AVAILABLE DATA:
━━━━━━━━━━

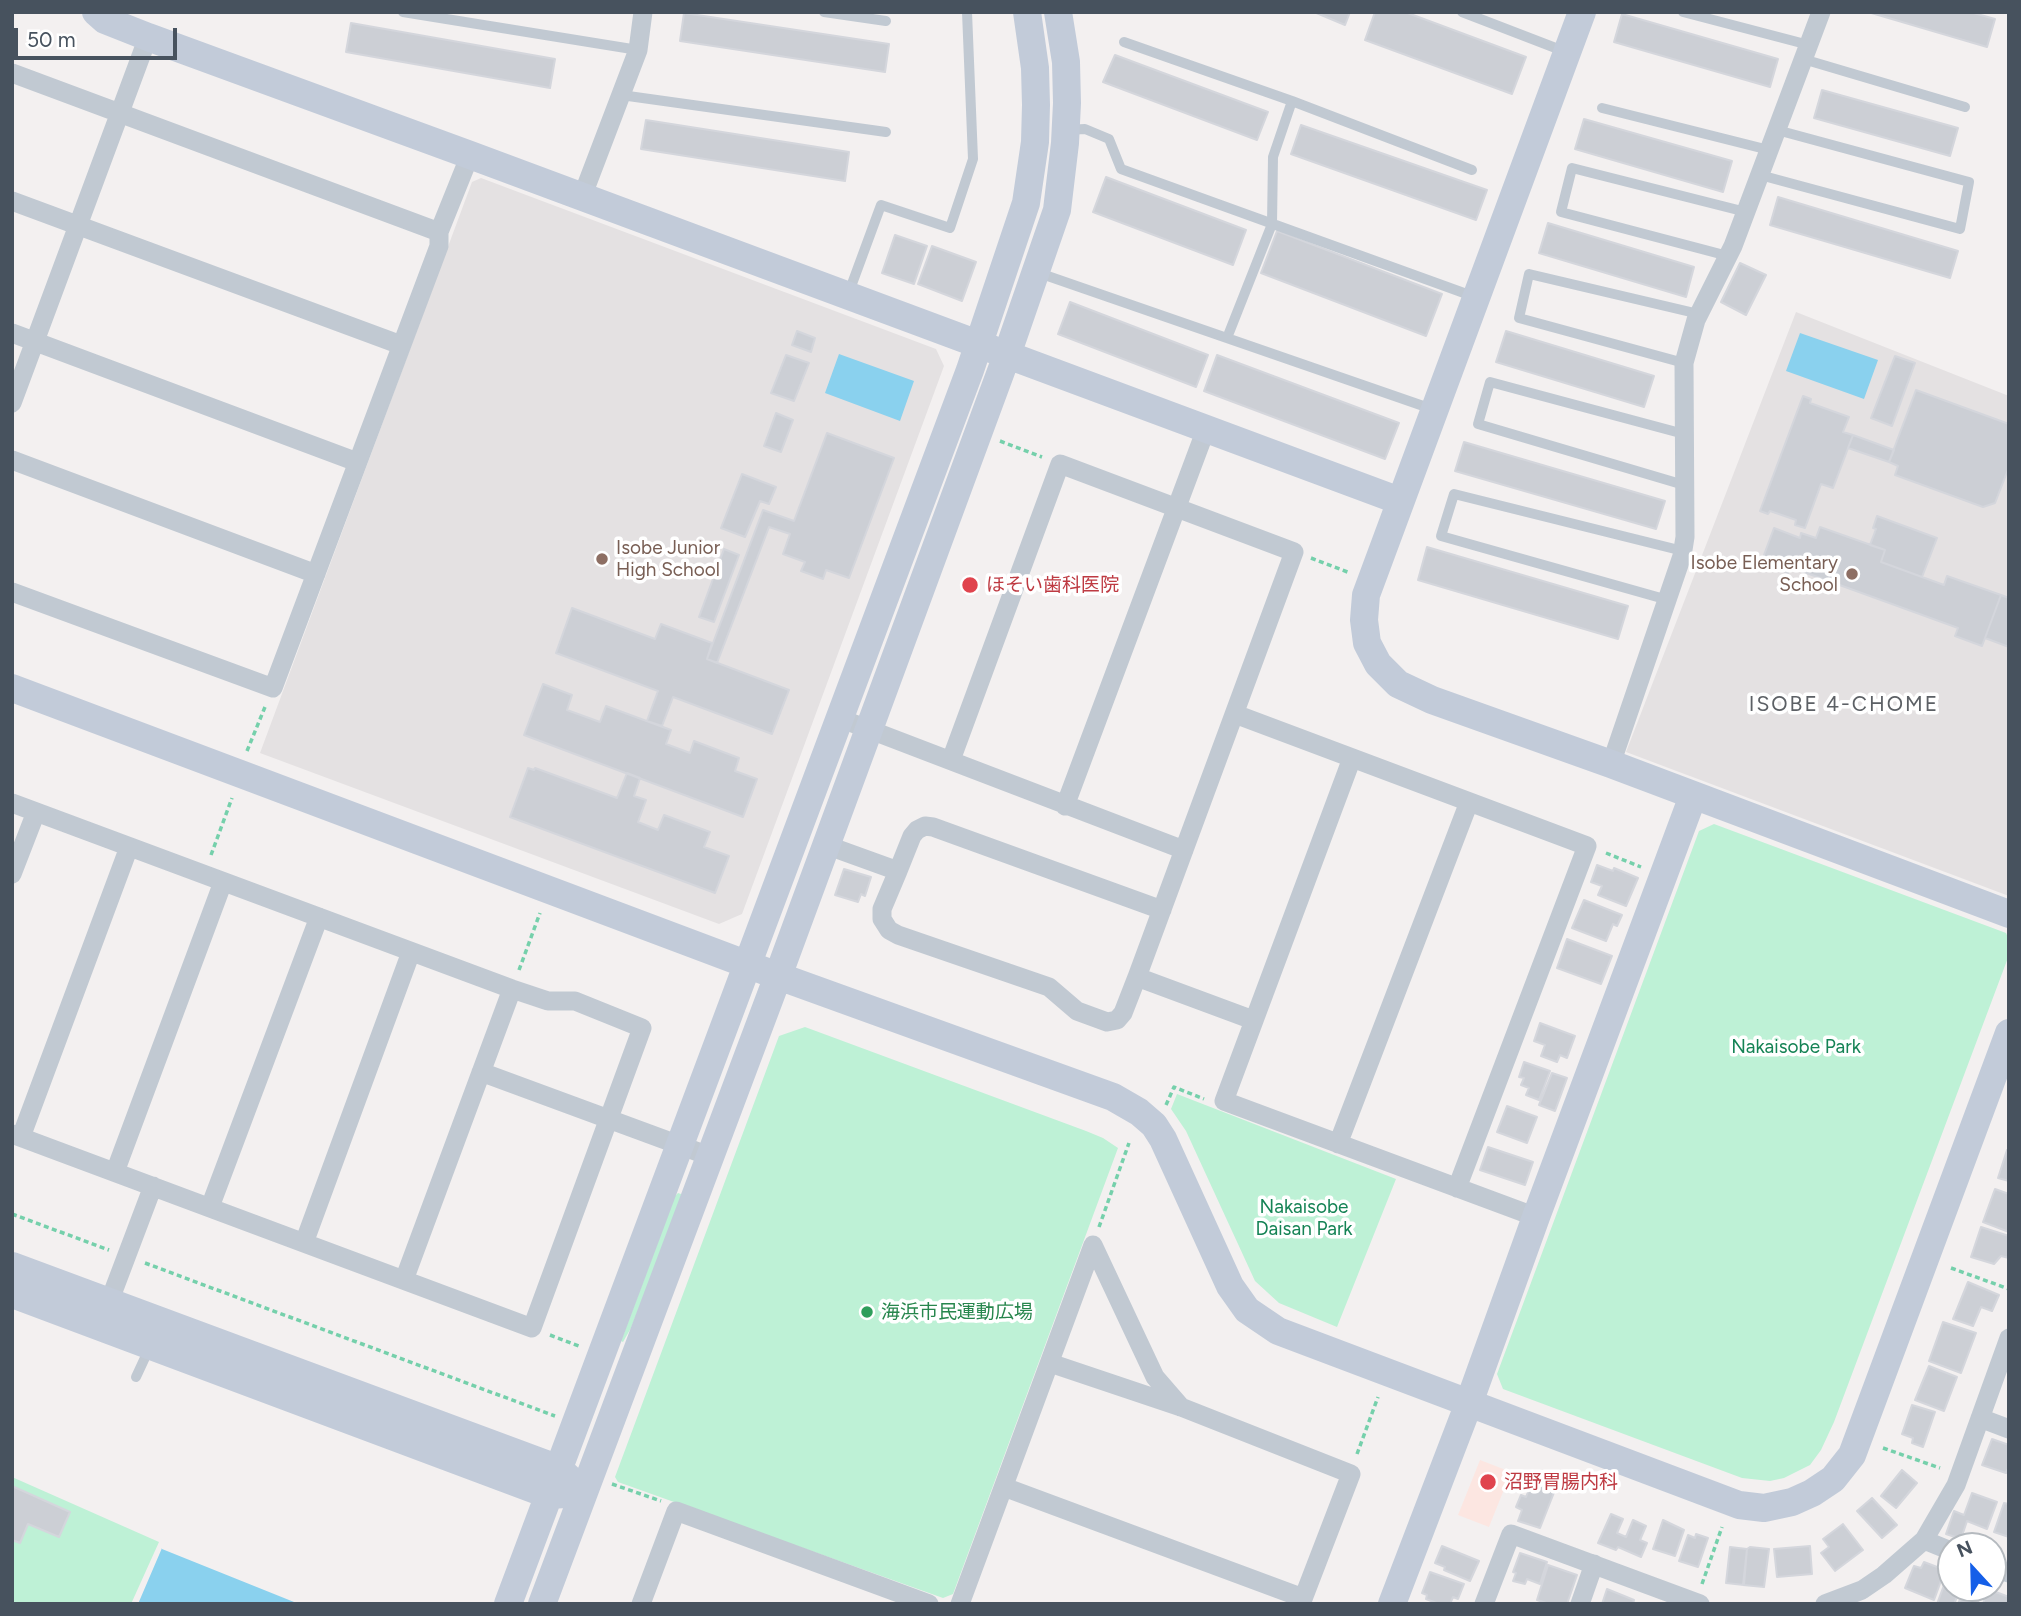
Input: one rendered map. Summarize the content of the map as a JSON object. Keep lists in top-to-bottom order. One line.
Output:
{"districts":["ISOBE 4-CHOME"],"parks":["Nakaisobe Park","Nakaisobe Daisan Park"],"places":["Isobe Junior High School","Isobe Elementary School","ほそい歯科医院","海浜市民運動広場","沼野胃腸内科"],"scale_bar":"50 m","north":"top"}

━━━━━━━━━━

No pictures belong in the answer; copy all other parts of the listing exactly.

YOUR SOLUTION:
Input: one rendered map. Summarize the content of the map as a JSON object. Keep lists in top-to-bottom order. One line.
Output:
{"districts":["ISOBE 4-CHOME"],"parks":["Nakaisobe Park","Nakaisobe Daisan Park"],"places":["Isobe Junior High School","Isobe Elementary School","ほそい歯科医院","海浜市民運動広場","沼野胃腸内科"],"scale_bar":"50 m","north":"top"}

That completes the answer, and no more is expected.